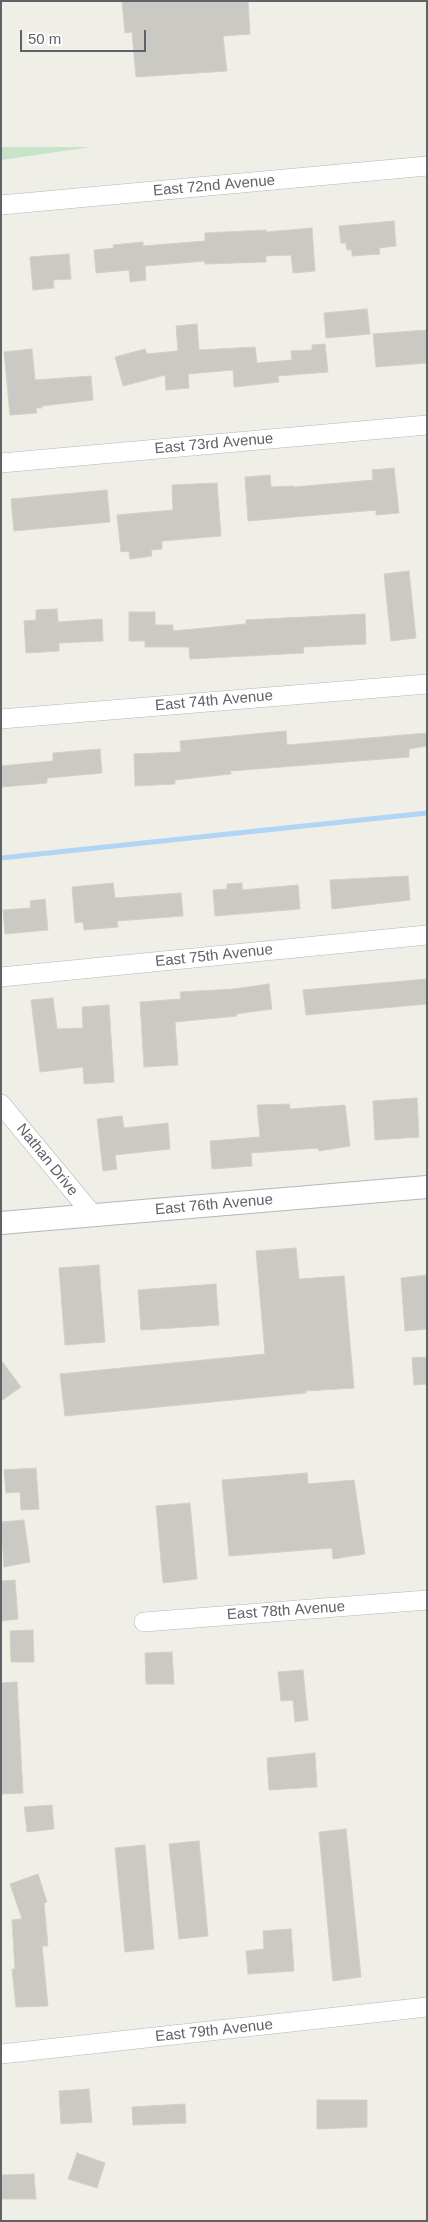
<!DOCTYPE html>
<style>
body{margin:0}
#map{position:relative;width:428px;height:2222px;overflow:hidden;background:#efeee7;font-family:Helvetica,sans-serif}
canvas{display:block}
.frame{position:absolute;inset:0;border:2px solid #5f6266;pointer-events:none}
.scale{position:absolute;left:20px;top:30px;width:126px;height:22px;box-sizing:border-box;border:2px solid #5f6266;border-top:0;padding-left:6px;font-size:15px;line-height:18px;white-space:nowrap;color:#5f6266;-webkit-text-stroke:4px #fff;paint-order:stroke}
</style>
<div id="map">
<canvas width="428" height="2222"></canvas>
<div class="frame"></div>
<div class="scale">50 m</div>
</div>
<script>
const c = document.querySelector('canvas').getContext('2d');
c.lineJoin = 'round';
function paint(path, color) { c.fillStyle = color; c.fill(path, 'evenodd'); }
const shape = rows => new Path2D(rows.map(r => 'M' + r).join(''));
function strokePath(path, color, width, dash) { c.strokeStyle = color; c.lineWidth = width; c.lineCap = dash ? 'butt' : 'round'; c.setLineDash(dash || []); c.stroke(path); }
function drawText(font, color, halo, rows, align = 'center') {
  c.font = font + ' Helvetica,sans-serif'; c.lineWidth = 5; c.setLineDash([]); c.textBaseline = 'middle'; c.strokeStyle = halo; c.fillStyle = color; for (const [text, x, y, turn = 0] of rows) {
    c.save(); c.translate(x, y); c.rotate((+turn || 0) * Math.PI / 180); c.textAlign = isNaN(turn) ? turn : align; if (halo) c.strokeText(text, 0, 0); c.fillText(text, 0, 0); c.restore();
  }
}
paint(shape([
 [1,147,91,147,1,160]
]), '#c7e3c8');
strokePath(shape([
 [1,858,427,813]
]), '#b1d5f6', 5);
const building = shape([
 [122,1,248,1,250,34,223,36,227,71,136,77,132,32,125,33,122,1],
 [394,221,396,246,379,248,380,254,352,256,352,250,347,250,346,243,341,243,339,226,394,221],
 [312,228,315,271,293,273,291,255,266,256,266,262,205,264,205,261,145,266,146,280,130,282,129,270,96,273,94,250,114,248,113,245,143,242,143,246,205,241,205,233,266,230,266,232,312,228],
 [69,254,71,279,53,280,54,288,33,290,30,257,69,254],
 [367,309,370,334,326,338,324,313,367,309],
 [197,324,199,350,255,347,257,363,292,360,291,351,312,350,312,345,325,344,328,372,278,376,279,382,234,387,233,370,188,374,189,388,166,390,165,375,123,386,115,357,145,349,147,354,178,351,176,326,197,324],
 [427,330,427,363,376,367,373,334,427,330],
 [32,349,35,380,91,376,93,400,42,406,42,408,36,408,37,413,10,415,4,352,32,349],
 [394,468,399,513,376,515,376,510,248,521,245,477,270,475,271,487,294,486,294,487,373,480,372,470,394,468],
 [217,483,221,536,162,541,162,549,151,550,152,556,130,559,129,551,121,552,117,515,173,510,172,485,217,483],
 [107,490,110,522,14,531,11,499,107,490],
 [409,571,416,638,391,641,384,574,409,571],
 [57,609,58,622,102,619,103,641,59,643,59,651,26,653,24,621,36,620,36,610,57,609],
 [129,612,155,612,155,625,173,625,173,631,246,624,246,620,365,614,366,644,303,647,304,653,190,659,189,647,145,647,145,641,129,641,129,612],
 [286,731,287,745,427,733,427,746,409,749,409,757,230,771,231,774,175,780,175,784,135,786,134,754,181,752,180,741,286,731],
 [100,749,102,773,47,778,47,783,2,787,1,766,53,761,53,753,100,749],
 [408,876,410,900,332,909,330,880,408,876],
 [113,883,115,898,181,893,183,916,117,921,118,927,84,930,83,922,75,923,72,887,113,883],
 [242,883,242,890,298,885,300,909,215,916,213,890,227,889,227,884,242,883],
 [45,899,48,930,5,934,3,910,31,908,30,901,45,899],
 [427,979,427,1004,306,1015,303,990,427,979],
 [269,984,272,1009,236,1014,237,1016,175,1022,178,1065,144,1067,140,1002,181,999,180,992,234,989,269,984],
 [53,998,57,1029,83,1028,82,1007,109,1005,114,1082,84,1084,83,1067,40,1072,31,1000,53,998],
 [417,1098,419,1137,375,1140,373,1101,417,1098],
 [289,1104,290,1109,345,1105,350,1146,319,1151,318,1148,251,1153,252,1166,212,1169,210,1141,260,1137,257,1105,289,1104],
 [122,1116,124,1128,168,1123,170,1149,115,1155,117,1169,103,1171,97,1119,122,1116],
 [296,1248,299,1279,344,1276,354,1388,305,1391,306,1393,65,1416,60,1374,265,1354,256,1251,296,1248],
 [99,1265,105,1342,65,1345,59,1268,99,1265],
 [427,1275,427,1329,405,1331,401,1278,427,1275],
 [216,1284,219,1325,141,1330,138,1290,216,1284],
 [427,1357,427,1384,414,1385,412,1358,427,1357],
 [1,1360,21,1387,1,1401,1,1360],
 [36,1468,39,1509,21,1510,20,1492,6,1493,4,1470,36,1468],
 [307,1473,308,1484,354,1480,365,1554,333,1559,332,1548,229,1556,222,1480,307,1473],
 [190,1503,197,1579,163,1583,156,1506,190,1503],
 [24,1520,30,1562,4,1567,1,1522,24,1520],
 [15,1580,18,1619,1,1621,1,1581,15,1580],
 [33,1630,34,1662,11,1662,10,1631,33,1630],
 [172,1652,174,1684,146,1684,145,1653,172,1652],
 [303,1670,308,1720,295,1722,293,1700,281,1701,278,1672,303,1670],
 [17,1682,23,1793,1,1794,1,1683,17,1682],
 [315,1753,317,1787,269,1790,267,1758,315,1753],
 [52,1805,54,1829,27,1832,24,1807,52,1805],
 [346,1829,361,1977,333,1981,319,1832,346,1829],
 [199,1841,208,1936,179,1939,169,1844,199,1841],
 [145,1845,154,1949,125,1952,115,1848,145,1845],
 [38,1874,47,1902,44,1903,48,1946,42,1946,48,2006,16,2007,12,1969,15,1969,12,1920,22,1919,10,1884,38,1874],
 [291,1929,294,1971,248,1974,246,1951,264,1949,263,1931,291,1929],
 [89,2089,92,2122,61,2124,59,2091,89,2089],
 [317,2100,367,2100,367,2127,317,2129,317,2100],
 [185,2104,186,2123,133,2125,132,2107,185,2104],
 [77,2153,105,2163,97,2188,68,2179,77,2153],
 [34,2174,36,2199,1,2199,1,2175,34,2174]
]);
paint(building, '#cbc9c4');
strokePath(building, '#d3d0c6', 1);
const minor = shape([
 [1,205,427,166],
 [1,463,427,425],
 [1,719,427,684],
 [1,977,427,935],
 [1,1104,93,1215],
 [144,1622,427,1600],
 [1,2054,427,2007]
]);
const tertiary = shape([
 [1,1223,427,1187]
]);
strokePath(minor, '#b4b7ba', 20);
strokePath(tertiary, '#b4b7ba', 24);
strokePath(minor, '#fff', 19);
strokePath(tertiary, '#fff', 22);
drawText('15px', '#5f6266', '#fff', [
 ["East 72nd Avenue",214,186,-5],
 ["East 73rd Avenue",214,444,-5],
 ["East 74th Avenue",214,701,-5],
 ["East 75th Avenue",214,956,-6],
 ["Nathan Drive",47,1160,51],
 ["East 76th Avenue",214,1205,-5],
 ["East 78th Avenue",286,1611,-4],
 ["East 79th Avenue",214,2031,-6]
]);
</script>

* * *

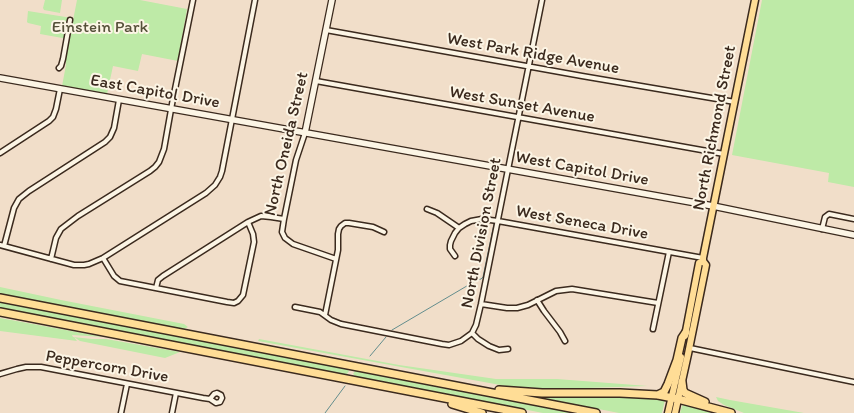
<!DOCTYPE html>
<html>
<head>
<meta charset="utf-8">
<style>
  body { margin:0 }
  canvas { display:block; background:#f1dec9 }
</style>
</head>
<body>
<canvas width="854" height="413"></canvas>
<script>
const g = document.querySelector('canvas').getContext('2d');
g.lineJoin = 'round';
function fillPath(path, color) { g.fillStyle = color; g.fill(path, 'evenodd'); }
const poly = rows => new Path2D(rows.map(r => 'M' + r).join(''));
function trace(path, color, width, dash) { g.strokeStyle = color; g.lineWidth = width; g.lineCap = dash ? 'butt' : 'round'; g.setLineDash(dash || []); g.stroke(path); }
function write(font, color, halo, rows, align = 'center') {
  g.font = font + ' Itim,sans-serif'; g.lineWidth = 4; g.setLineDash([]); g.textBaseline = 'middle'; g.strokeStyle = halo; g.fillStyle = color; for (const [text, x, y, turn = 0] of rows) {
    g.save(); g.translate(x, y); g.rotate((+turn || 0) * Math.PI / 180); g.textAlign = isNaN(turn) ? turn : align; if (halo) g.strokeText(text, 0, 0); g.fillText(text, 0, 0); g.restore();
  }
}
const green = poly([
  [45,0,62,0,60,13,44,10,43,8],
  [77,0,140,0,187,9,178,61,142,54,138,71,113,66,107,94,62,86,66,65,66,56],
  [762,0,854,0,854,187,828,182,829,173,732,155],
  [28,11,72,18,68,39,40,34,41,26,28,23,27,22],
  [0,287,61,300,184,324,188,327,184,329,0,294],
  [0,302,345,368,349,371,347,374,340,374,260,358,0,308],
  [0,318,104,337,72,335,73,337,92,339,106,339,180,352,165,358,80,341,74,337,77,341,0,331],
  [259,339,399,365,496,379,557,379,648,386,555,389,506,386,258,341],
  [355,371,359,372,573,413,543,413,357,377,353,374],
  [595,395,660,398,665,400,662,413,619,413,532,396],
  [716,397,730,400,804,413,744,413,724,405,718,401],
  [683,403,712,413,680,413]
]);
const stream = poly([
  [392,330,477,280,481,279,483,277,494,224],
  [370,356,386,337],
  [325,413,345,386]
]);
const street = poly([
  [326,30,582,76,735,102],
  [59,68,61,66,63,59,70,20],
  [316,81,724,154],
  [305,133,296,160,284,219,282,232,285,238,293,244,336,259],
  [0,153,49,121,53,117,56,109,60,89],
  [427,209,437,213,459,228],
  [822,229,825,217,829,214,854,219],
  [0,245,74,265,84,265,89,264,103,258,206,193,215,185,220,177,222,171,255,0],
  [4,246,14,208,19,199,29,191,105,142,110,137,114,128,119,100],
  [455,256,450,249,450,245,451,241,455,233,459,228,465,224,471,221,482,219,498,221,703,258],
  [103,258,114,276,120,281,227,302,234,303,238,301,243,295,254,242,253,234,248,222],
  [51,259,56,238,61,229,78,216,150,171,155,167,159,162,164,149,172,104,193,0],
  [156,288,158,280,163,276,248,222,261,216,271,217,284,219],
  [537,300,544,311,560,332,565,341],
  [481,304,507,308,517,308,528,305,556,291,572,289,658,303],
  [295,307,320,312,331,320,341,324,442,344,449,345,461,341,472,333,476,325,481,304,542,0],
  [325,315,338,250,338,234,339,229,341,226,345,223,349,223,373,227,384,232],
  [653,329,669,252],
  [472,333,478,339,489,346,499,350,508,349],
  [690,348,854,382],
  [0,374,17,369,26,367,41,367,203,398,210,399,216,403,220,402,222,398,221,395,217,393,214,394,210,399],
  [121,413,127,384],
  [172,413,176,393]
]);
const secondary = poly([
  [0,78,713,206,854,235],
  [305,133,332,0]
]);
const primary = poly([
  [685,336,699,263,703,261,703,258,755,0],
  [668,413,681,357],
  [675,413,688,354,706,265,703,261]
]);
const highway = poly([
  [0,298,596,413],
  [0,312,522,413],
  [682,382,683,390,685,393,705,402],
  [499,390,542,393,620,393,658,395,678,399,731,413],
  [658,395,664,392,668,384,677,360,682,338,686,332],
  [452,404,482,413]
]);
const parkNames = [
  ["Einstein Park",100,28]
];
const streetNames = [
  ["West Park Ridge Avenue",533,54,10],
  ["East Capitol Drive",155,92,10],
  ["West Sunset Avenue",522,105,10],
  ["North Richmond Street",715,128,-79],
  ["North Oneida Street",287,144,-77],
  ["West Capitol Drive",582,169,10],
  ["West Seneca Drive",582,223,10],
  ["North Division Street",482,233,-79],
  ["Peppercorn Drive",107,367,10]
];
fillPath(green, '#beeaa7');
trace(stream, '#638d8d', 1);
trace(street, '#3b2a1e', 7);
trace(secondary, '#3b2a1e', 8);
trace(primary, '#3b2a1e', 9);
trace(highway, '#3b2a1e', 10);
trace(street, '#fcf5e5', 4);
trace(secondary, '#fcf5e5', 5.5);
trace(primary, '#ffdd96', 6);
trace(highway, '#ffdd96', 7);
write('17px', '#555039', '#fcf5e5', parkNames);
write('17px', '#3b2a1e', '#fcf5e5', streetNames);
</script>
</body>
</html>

#### [What to work on]
Report the number of lines above holding "lineCap", and only that.

#### [Task output]
2